• DIRECTIONS FOR THIS TASK:
Using the entries below, show all lines with the string "stream".

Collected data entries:
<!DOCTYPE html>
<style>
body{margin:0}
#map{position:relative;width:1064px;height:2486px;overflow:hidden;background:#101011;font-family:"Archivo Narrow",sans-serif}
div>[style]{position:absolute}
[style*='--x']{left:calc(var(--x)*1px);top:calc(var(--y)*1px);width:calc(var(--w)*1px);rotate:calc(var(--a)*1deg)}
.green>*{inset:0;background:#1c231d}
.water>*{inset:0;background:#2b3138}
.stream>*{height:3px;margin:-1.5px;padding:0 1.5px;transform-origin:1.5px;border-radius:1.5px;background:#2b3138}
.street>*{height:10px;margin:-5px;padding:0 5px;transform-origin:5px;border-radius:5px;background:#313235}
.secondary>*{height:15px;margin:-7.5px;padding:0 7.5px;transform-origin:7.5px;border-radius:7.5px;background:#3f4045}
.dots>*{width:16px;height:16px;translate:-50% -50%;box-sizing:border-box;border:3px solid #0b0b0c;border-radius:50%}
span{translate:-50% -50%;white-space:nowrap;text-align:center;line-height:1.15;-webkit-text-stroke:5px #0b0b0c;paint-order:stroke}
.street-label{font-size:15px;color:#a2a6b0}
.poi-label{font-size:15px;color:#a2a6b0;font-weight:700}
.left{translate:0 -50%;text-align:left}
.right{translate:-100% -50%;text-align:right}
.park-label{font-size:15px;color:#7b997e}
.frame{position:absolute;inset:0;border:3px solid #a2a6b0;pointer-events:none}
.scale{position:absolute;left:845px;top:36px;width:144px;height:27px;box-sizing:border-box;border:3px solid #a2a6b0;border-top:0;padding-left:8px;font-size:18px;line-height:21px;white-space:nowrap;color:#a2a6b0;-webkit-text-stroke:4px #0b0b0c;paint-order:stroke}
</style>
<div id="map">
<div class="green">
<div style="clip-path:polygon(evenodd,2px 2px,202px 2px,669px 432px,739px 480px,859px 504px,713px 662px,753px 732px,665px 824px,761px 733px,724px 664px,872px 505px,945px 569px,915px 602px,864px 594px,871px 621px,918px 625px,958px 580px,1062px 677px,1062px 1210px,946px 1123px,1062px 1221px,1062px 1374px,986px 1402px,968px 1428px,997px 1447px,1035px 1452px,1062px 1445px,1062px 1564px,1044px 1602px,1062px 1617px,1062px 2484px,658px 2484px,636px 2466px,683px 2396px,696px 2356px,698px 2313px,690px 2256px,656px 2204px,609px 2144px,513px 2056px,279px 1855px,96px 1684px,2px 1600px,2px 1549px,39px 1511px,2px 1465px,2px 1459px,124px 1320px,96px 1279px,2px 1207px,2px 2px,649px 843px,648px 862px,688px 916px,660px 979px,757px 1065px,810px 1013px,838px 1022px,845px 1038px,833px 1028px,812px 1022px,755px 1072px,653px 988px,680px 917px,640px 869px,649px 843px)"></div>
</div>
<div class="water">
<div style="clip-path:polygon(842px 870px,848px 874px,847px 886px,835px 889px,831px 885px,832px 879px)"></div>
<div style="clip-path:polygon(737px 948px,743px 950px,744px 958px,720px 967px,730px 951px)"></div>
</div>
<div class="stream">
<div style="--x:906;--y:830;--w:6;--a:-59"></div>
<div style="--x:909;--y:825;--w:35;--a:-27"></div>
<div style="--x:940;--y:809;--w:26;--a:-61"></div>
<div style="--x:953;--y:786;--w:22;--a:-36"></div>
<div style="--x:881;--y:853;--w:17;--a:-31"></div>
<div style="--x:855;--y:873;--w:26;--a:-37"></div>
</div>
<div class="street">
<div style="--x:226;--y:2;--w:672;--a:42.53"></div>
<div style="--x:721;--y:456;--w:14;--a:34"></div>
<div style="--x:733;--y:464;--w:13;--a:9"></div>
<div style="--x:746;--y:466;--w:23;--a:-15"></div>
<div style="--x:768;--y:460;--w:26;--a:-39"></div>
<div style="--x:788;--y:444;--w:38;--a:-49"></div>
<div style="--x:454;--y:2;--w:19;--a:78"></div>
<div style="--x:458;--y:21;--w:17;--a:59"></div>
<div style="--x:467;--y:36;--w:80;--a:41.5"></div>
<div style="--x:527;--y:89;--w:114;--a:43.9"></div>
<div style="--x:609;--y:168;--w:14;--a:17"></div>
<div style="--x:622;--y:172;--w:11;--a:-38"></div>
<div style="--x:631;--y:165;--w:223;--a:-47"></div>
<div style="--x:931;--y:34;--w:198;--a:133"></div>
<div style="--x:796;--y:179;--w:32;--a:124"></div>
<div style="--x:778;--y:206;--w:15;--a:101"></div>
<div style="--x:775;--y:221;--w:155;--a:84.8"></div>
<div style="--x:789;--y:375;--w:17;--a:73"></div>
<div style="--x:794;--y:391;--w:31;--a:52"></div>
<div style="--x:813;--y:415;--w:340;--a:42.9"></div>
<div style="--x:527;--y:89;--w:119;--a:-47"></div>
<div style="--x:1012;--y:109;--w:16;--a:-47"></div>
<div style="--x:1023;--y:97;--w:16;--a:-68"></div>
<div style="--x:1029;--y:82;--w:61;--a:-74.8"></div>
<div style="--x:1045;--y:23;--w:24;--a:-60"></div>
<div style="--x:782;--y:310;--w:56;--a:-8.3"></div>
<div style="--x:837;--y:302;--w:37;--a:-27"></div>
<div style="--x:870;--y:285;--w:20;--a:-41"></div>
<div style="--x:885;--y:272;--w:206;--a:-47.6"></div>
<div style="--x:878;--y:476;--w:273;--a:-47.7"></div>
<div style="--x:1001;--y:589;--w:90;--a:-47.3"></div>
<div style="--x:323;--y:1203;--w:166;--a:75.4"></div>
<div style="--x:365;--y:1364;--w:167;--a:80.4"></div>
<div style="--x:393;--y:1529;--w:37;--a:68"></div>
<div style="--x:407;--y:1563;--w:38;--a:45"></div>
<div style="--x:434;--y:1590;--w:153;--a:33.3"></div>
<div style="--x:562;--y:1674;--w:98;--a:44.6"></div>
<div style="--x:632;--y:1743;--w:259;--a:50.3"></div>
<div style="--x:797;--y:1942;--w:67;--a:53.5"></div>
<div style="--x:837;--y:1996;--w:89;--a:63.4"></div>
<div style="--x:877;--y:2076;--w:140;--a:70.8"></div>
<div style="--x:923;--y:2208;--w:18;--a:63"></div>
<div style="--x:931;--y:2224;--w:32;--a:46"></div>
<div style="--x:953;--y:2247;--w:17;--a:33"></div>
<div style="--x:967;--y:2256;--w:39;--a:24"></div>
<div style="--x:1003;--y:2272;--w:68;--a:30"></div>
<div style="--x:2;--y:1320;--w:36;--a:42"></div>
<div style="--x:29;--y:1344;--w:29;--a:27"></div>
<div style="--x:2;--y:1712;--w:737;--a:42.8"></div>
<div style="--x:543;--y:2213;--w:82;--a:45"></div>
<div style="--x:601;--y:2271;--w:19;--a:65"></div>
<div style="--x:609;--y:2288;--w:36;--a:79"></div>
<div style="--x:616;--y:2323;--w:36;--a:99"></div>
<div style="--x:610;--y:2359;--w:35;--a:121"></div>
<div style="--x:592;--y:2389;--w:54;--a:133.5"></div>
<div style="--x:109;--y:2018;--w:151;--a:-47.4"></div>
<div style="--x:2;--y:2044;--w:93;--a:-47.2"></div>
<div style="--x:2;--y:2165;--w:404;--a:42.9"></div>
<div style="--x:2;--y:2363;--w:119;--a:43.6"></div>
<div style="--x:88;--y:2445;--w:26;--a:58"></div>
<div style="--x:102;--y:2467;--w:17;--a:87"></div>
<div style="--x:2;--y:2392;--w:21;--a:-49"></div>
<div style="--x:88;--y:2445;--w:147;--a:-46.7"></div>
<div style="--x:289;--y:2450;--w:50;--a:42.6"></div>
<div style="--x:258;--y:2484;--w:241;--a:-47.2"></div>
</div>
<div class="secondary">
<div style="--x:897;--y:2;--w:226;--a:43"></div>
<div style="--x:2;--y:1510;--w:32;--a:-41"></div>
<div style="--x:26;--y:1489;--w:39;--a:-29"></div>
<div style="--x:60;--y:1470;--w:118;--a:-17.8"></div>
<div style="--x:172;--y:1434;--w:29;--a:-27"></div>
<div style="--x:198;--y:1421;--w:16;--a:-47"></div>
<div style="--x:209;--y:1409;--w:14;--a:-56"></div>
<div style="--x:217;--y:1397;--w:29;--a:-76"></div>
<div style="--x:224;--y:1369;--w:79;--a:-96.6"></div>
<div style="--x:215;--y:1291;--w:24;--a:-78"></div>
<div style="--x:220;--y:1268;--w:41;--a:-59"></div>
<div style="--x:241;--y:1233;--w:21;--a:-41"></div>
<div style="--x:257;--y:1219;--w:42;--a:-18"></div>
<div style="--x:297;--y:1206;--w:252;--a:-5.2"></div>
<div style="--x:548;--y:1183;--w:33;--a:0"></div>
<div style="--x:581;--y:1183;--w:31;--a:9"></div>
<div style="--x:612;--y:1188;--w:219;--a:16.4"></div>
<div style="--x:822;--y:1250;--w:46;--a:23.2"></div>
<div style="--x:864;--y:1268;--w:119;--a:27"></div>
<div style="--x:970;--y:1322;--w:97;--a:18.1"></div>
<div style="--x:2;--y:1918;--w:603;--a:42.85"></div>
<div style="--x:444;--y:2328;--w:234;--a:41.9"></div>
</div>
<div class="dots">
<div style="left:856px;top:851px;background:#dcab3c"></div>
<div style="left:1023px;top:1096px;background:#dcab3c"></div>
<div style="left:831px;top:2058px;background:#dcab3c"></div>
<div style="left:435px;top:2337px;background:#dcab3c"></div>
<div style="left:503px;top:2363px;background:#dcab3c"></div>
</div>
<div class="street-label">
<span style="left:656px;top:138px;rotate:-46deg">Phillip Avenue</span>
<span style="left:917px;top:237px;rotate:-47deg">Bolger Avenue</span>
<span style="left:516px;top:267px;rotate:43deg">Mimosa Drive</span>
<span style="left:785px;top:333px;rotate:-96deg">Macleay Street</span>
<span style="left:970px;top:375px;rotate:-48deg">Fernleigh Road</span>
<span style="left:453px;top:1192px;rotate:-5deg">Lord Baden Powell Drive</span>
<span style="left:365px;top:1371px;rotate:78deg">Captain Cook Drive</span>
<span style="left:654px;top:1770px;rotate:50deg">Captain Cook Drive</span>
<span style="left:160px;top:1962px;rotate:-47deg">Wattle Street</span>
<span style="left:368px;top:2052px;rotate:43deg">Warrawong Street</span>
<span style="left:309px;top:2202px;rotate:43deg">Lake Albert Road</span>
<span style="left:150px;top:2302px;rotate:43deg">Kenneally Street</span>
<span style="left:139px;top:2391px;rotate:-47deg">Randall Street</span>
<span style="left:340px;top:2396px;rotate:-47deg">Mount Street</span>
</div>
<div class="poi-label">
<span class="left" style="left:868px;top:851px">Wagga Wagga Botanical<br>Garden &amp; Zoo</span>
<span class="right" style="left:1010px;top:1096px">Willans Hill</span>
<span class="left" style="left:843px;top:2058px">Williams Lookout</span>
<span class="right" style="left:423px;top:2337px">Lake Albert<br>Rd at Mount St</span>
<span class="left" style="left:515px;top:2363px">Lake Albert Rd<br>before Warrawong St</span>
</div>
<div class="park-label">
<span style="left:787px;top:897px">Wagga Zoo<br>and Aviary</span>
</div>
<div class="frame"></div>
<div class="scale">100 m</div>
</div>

• RESPONSE TO THIS TASK:
.stream>*{height:3px;margin:-1.5px;padding:0 1.5px;transform-origin:1.5px;border-radius:1.5px;background:#2b3138}
<div class="stream">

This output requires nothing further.